Pendant de longues années, Verhaeren est resté un célibataire se dévouant exclusivement à sa carrière d’écrivain. Toutefois, fin 1889, à Bornem, il fait la connaissance d’une jeune artiste liégeoise, Marthe Massin (1860-1931). C’est le coup de foudre et, en août 1891, ils se marient à Bruxelles. Emile et Marthe Verhaeren resteront ensemble pendant toute leur vie, mais ils n’auront pas d’enfants. On prétend que c’est sous l’influence bénéfique de Marthe que la poésie de Verhaeren perdra son caractère sombre et hermétique. En 1893, Verhaeren entame une trilogie sociale avec la publication des Campagnes hallucinées (1893), des Villes tentaculaires (1895) et d’une pièce de théâtre Les Aubes (1898). Dans ces recueils, Verhaeren évoque le déclin de la campagne traditionnelle et l’avancée incessante de la grande ville. Les Aubes présente l’utopie sociale et la force d’un mouvement de masse. Verhaeren a sympathisé sa vie durant avec le mouvement socialiste ; il nourrissait également des sympathies pour l’idée anarchiste. Le recueil Les Villages illusoires (1895), où figure le célèbre poème Le Passeur d’eau, ne fait pas partie de la trilogie sociale, mais relève tout de même des mêmes préoccupations. Fin 1896, Verhaeren surprend le monde littéraire avec la publication d’un recueil de poèmes d’amour, dédié à Marthe : Les Heures claires.

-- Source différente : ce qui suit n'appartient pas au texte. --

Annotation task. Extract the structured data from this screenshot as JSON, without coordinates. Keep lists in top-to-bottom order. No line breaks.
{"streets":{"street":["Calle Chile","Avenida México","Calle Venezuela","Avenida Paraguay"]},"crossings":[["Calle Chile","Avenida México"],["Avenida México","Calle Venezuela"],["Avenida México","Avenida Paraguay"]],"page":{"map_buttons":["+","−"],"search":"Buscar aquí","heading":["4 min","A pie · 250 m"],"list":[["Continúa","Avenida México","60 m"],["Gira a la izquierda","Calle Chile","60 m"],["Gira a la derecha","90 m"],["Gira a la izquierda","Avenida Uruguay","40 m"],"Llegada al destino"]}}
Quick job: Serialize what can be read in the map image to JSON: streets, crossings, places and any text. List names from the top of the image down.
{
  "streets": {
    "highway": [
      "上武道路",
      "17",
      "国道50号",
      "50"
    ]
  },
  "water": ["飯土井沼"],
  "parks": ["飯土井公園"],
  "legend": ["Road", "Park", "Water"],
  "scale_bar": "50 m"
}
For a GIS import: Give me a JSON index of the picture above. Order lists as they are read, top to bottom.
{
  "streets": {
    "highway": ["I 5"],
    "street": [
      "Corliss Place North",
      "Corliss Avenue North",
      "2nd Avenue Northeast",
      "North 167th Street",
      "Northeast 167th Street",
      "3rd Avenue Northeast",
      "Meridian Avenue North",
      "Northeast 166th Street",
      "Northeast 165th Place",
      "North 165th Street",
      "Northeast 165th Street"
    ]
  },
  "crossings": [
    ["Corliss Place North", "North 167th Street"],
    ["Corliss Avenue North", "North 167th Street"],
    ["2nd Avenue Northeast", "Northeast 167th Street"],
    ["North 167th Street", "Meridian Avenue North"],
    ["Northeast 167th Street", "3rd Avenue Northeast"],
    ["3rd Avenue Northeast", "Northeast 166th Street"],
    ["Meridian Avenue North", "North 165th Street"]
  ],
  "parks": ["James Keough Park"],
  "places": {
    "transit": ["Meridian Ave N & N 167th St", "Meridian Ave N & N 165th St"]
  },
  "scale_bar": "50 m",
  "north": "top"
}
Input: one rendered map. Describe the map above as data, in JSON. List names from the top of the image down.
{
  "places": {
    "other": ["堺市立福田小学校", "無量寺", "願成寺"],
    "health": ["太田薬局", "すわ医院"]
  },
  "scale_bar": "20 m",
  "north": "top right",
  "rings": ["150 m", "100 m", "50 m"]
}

Fin 1898, Emile Verhaeren quitte la capitale bruxelloise pour s’établir à Paris, à cette époque le centre du monde artistique et littéraire. Peu de temps après, il déménage à Saint-Cloud, non loin de Paris. Pourtant, le poète ne coupera jamais ses liens avec la Belgique : à Woluwe, il réside régulièrement dans la maison de l’artiste Constant Montald et à Roisin, dans Le Haut Pays du Hainaut, il occupe une petite ferme dans les environs du Caillou-qui-Bique. Ce départ pour Paris imprime à sa carrière littéraire un élan nouveau. Après la publication des Visages de la vie (1899), il s’affirme comme un poète vitaliste avec la publication de plusieurs recueils : Les Forces tumultueuses (1902), La Multiple splendeur (1906), Les Rythmes souverains (1910), Les Blés mouvants (1912) et l’œuvre posthume, Les Flammes hautes (1917). En même temps, il commence la publication de Toute la Flandre, une série de cinq recueils qu’on peut considérer comme un éloge à son pays flamand: Les Tendresses premières (1904), La Guirlande des dunes (1907), Les Héros (1908), Les Villes à pignons (1910) et Les Plaines (1911). D’autre part, il continue sa poésie de l’amour matrimonial avec Les Heures d’après-midi (1905) et Les Heures du soir (1911). Comme critique d’art, il publie des études sur Rembrandt (1904) et Rubens (1910) – les deux génies de la peinture hollandaise et flamande – ainsi qu’une monographie sur James Ensor (1908). Mais Verhaeren a également l’ambition de se profiler comme auteur de théâtre : après Les Aubes (1898), il continue avec Le Cloître (1900), Philippe II (1901) et Hélène de Sparte (1912).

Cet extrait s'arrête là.